All of the information in the world is useless if your users don’t have access to it. Losing access to some or all data can bring select departments or even your entire company to a screeching halt. What would your sales team do if they lost access to your CRM with all customer and opportunity information?
Availability includes keeping outside parties from getting into your data and locking you out as well as making sure that your users have a secure way to access the data they need from wherever they may be working. It also includes having a disaster recovery plan in place to get your employees access to that data again should anything happen. Knowing what downtime costs your company and having a well defined recovery-time-objective (RTO) and recovery-point-objective (RPO) will help you determine a security strategy that will protect your data while maintaining ROI.
As already stated, your data needs to always be available to your users as they need it; however, it is equally important that it is ONLY available to the right people. Allowing outside parties access to your data not only can be compromising but very costly. In the wrong hands, outside parties can use company, personnel and customer data to scam your customer and employee base or ransom that very data back to you.

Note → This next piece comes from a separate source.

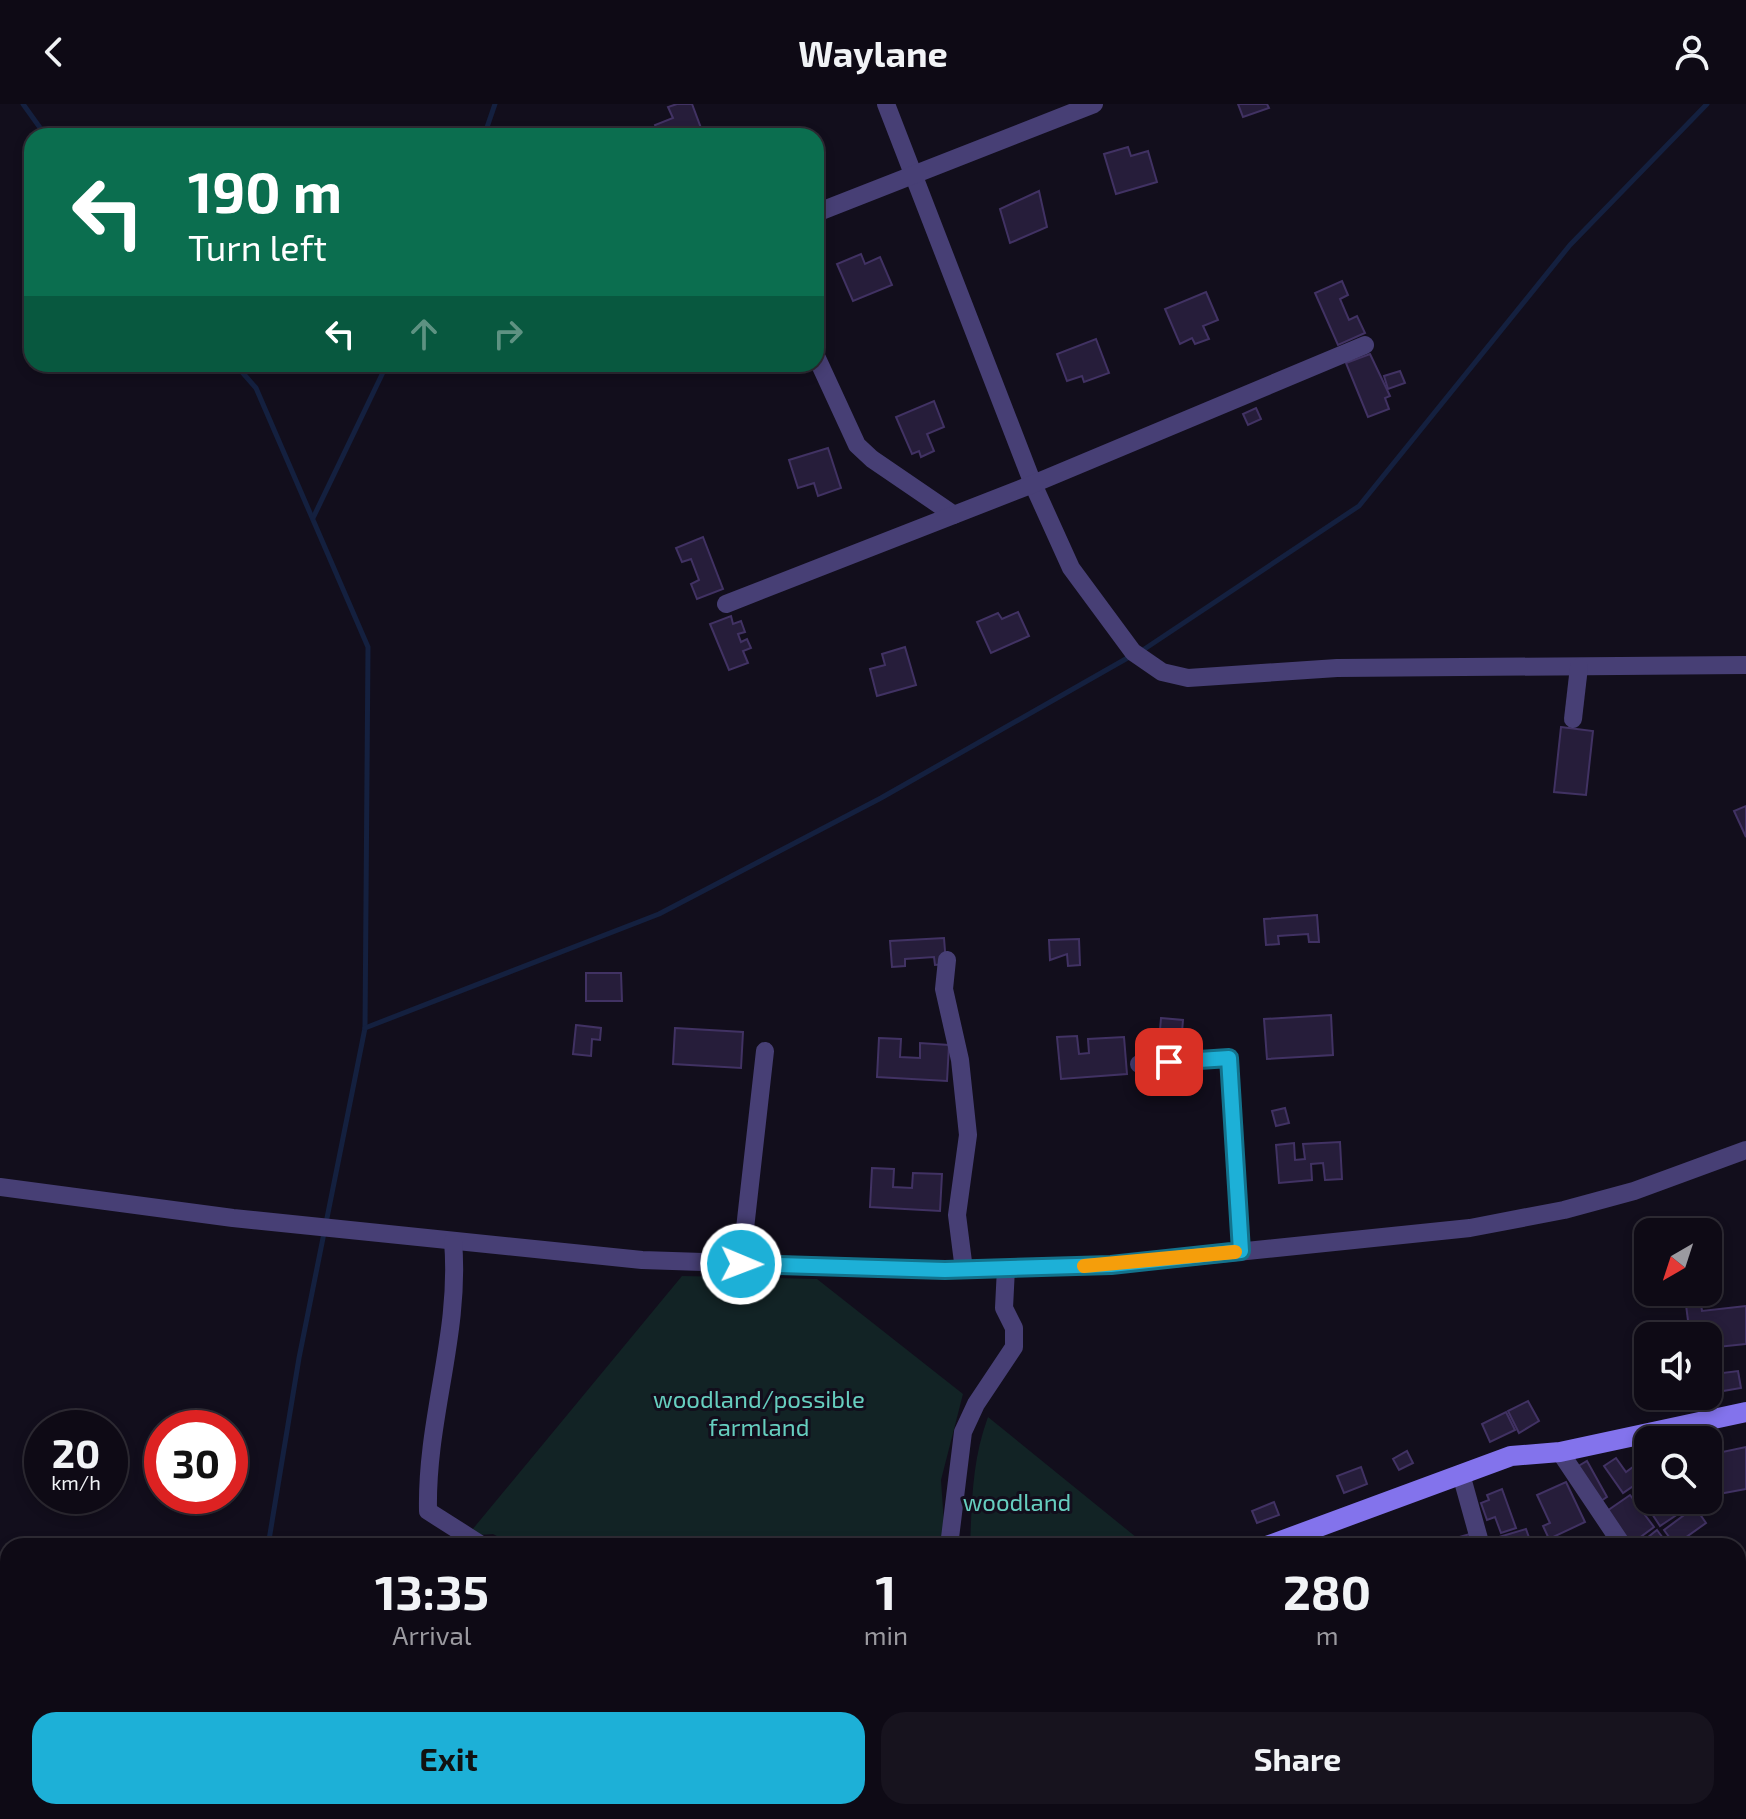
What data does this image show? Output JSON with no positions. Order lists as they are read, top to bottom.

Availability allows your users to stay productive while confidentiality protects your company, customers and employees from allowing outside parties to use that same data against them in a way that can cost you and them dearly.
Finally, maintaining the integrity of your data is incredibly important because having corrupt data can be just as detrimental as losing access to it all together. False billing information, incorrect contact information and false company correspondence are just some examples of how what could happen if the integrity of your data were to be compromised. No matter how available and confidential your data is, it isn’t going to do your team any good if it isn’t correct.
Often time outside parties will alter the integrity of your data as part of a larger attacks that attempt to compromise all 3 tenants of security. A ransomware attack is a great example. First the confidentiality is attacked when a hacker gets into your network. They will then alter the integrity of your data by corrupting backups to prevent you from meeting your pre-defined RTO and RPO. Once they have corrupted all of your backups they will lock you out of your own network denying availability. These attacks are a great example of how important availability, confidentiality and integrity are to the overall security of your company’s data.